Monday, May 25, 2009

Haifiveku


Her vagina is
Like a TARDIS: it is bigger
On the inside

Friday, May 22, 2009

A New Low



For some reason, the phrase "put on your rape face" just magically materialized in my head. I've never seen it anywhere, but according to Google, I'm not the first to think of it. Let's just say I am. Examples:


Guy 1: Hey, bro, big party at Pi Phi tonight. Put on your rape face.


Girl 1 (on phone): The party was lame, I'm walking home alone.
Girl 2 (on phone): Uh-oh, better put on your rape face.



So. . . have fun with that.

Monday, May 11, 2009

RE: "Valley Girls" Gossip Girl Spinoff


It's nice to see that
Cynthia Watros is still
Getting work these days

Sunday, May 10, 2009

He Asked For It



Brother: If anyone asks why I don't comment, I'm going to sign to you and you translate.
Me: My brother says he's sorry, but he hasn't been the same since the syphilis took his voice.

Saturday, May 9, 2009

The More You Know


2 Girls 1 Cup is just the trailer for a pornographic film called Hungry Bitches. Good to know.

Haifiveku

After I put on
My robe and wizard hat, I
Crave barbeque beef

D-d-damn



I've never been into poledancing at all, but this bitch has some moves. It's rather beautiful and mesmerizing. So much so that I almost forgot she probably has sex for money.

Friday, May 8, 2009

Haifiveku

An open poem
To Tyler Perry: get the
Fuck out of Star Trek

Thursday, May 7, 2009

Haifiveku

Bat For Lashes: She's
A watered down version of
Bjork for white people

Wednesday, May 6, 2009

Haifiveku

Although I'm not into
Her, Miley makes me feel
Like a pedophile

Tuesday, May 5, 2009

Haifiveku

I miss Fred Burkle
That Oprah is a liar
Thongs don't feel so bad

The Queen Is Back

As you might know, I used to be obsessed with Lil' Kim. While this has faded over the years, I was excited to see what her new video had to offer. Not much, but that's okay. The song is terrible, but it's good for a few laughs. The video features her Dancing With The Stars partner Derek Hough looking faggier than ever.
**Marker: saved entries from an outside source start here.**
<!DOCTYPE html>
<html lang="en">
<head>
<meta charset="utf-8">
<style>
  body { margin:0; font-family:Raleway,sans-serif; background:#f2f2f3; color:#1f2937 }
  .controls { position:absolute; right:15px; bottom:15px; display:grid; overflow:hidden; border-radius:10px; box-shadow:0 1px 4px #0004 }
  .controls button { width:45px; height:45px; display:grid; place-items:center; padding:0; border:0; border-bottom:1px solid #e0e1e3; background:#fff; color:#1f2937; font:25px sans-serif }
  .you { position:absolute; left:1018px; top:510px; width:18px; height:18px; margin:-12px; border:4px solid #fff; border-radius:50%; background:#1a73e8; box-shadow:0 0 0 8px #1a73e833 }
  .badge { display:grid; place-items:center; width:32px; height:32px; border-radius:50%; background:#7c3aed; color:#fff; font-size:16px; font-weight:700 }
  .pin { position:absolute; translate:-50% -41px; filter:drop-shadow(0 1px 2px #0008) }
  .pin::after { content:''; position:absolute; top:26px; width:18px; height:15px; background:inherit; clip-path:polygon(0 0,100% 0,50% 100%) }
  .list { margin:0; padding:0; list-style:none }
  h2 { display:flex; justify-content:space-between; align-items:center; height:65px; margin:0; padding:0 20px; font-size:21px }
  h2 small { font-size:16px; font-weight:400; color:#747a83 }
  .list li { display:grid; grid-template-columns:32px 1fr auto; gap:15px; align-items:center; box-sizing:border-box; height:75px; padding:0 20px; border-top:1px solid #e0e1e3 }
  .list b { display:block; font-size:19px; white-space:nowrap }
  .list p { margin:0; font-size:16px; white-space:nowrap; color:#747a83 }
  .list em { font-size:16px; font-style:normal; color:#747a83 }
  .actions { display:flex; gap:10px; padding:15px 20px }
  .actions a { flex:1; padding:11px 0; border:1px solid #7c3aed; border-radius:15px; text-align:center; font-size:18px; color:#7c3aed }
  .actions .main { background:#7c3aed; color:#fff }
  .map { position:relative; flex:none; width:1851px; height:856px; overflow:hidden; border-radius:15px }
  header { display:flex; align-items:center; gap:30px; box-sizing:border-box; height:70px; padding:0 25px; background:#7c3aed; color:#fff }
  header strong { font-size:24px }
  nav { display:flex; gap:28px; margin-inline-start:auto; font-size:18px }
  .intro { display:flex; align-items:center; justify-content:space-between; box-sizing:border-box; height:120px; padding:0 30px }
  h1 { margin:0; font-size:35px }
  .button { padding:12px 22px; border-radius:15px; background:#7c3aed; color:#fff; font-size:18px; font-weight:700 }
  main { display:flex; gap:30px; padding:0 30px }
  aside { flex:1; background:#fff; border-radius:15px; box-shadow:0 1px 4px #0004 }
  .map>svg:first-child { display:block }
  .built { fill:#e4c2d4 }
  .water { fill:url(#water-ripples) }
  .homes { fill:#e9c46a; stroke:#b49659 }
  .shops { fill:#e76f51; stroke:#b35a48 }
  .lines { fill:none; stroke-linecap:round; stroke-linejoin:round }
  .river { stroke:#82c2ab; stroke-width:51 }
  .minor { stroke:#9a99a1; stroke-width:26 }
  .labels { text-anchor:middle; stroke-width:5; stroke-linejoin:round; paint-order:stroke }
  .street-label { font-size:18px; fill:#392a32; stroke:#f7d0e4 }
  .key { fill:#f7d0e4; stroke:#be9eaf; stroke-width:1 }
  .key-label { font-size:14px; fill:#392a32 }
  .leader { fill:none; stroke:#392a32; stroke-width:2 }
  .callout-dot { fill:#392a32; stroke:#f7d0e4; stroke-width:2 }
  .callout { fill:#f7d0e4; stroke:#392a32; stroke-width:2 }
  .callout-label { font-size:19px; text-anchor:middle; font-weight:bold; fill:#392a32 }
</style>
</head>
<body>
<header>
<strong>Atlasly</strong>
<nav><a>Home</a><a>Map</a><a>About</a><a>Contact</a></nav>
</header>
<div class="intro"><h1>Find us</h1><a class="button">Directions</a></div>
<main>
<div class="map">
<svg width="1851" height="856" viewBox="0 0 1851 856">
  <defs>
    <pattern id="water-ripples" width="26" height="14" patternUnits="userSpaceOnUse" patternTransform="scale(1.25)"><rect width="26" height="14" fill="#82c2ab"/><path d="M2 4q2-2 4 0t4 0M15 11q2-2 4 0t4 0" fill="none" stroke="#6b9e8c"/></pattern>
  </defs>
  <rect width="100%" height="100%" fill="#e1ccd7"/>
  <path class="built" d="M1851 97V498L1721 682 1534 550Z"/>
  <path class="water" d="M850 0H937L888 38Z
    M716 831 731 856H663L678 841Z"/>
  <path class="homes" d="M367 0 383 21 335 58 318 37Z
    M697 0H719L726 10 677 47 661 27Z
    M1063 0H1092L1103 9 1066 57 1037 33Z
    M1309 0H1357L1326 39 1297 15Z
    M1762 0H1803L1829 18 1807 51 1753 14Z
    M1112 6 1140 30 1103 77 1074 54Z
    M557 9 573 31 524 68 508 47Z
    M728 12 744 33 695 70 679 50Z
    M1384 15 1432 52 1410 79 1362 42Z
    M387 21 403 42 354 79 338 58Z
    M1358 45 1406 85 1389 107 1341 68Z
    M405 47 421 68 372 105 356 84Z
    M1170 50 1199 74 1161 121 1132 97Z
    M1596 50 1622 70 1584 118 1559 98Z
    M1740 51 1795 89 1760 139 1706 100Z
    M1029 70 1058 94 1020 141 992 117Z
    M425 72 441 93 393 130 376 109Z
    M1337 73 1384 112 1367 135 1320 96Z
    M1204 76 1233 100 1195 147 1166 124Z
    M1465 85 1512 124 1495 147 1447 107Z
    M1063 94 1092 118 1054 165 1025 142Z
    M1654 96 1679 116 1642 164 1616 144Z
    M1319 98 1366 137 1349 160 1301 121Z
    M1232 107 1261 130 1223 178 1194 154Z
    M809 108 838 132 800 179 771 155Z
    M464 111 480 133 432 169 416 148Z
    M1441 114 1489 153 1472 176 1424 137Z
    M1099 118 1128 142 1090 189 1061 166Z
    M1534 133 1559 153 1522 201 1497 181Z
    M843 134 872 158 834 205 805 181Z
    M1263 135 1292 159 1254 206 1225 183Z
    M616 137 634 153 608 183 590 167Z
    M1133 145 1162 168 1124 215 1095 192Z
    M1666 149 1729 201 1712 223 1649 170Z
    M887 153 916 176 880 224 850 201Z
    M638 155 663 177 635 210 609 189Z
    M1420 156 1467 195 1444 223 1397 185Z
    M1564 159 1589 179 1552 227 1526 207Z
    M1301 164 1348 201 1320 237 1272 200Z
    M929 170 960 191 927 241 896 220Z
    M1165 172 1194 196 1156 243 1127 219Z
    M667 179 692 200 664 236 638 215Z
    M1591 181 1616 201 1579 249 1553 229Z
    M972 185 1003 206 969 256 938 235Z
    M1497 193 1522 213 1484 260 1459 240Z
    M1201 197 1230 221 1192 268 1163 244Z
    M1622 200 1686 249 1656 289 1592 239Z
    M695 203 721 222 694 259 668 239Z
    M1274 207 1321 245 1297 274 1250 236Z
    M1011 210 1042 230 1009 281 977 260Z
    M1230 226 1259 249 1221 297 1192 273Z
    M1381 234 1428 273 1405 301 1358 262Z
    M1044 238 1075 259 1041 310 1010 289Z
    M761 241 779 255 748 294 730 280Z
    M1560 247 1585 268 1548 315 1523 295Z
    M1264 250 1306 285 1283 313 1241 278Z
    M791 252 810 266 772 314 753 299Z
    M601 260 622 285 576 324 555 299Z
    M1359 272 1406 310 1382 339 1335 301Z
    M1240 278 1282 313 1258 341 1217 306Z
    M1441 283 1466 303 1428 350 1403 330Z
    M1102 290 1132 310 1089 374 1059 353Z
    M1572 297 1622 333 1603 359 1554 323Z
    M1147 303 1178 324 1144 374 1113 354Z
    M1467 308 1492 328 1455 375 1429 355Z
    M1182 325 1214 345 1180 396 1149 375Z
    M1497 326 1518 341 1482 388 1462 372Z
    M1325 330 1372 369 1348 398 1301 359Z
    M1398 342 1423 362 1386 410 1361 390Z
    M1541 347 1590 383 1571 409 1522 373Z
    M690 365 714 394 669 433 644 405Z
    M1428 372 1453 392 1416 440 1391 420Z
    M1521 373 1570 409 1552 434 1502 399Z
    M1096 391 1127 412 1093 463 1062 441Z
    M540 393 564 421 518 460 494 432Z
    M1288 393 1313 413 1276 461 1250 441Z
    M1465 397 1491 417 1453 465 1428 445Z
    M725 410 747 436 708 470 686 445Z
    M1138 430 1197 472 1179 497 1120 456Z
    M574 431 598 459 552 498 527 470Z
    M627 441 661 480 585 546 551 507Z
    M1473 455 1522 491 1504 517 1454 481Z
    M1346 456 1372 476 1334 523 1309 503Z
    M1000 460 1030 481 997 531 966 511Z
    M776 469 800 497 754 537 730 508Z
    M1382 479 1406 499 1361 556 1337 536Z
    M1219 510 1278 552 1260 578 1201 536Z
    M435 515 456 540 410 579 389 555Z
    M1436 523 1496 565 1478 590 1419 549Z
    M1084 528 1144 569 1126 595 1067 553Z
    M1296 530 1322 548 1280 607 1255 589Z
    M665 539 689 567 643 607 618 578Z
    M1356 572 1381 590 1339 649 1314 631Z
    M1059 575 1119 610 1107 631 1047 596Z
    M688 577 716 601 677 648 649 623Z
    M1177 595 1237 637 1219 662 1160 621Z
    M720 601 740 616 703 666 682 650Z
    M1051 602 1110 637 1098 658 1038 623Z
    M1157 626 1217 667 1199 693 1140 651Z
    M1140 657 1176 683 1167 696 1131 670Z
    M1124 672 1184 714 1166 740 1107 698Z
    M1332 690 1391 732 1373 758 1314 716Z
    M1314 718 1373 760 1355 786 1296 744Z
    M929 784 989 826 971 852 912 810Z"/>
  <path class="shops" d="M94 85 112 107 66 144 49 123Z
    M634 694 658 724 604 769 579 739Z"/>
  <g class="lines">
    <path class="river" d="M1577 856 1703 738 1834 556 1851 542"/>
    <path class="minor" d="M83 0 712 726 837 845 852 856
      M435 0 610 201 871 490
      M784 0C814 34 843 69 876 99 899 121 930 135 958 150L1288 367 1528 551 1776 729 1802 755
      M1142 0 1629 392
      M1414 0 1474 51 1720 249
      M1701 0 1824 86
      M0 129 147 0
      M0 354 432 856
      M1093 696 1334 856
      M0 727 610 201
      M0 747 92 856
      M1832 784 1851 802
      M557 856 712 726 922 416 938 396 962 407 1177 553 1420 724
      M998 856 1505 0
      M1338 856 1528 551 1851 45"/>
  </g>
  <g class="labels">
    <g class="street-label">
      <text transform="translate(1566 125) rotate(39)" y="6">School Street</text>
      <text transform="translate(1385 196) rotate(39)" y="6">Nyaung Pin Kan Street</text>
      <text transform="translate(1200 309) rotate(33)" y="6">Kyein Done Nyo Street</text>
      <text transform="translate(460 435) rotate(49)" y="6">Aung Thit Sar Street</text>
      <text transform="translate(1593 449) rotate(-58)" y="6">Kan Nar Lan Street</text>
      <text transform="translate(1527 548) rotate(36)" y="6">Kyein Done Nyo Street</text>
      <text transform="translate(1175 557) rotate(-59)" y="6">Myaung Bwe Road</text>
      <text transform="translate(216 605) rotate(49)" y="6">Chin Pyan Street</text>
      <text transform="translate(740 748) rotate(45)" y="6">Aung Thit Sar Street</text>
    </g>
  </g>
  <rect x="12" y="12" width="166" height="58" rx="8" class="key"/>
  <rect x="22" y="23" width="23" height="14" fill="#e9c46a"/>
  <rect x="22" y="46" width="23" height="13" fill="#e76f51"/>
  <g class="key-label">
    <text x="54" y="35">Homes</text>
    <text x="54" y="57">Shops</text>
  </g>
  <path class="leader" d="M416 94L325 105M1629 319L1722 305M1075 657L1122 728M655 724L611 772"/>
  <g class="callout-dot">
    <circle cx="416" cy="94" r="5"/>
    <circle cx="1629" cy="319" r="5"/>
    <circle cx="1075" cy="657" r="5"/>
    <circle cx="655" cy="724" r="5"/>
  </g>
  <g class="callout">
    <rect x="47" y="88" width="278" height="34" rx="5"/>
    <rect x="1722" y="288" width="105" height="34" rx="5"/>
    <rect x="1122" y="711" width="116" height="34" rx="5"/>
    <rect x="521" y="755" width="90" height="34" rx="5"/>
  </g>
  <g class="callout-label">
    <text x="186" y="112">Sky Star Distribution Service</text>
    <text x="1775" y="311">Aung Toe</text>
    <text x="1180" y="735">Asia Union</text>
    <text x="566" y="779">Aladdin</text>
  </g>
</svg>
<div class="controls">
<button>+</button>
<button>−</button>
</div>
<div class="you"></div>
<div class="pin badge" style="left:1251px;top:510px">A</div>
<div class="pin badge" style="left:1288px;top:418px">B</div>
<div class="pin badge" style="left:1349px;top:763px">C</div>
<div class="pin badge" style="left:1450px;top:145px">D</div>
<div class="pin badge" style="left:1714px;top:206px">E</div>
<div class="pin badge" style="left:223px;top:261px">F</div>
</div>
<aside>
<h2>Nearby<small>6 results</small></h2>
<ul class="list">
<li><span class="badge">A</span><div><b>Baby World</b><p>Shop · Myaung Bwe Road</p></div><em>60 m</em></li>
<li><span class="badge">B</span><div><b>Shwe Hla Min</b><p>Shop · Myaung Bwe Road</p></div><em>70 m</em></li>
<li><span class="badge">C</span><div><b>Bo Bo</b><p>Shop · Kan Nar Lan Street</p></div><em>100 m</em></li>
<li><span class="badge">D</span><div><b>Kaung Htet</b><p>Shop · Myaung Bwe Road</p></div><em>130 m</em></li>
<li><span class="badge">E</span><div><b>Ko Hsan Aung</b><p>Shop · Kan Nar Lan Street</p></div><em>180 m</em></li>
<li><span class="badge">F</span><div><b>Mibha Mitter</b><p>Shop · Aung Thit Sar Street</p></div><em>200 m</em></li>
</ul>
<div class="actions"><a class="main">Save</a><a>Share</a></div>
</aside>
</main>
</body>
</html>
The beard does NOT serve to butch him up, in fact he's as gay as cum on a mustache. The video is also a Donaghy Estates-like ad for what I can only assume is a horrible new alcoholic beverage called Nuvo. Oh, here it is: the world's first sparkling liqueur. Good idea, that's just what the world has been lacking. Fuck those starving AIDS orphans with cleft palates, what we need is carbonated Amaretto. Maybe Jägermeister will get an upgrade next.

Some gems in the lyrics:

  • HE WANNA EXPLORE ME LIKE THE INTERNET.
  • HE A THUG SO I HIT HIM ON HIS GMAIL.

Those last two are borderline genius. Congratulations, middleaged white women who write pun-laden lyrics for hip-hop artists.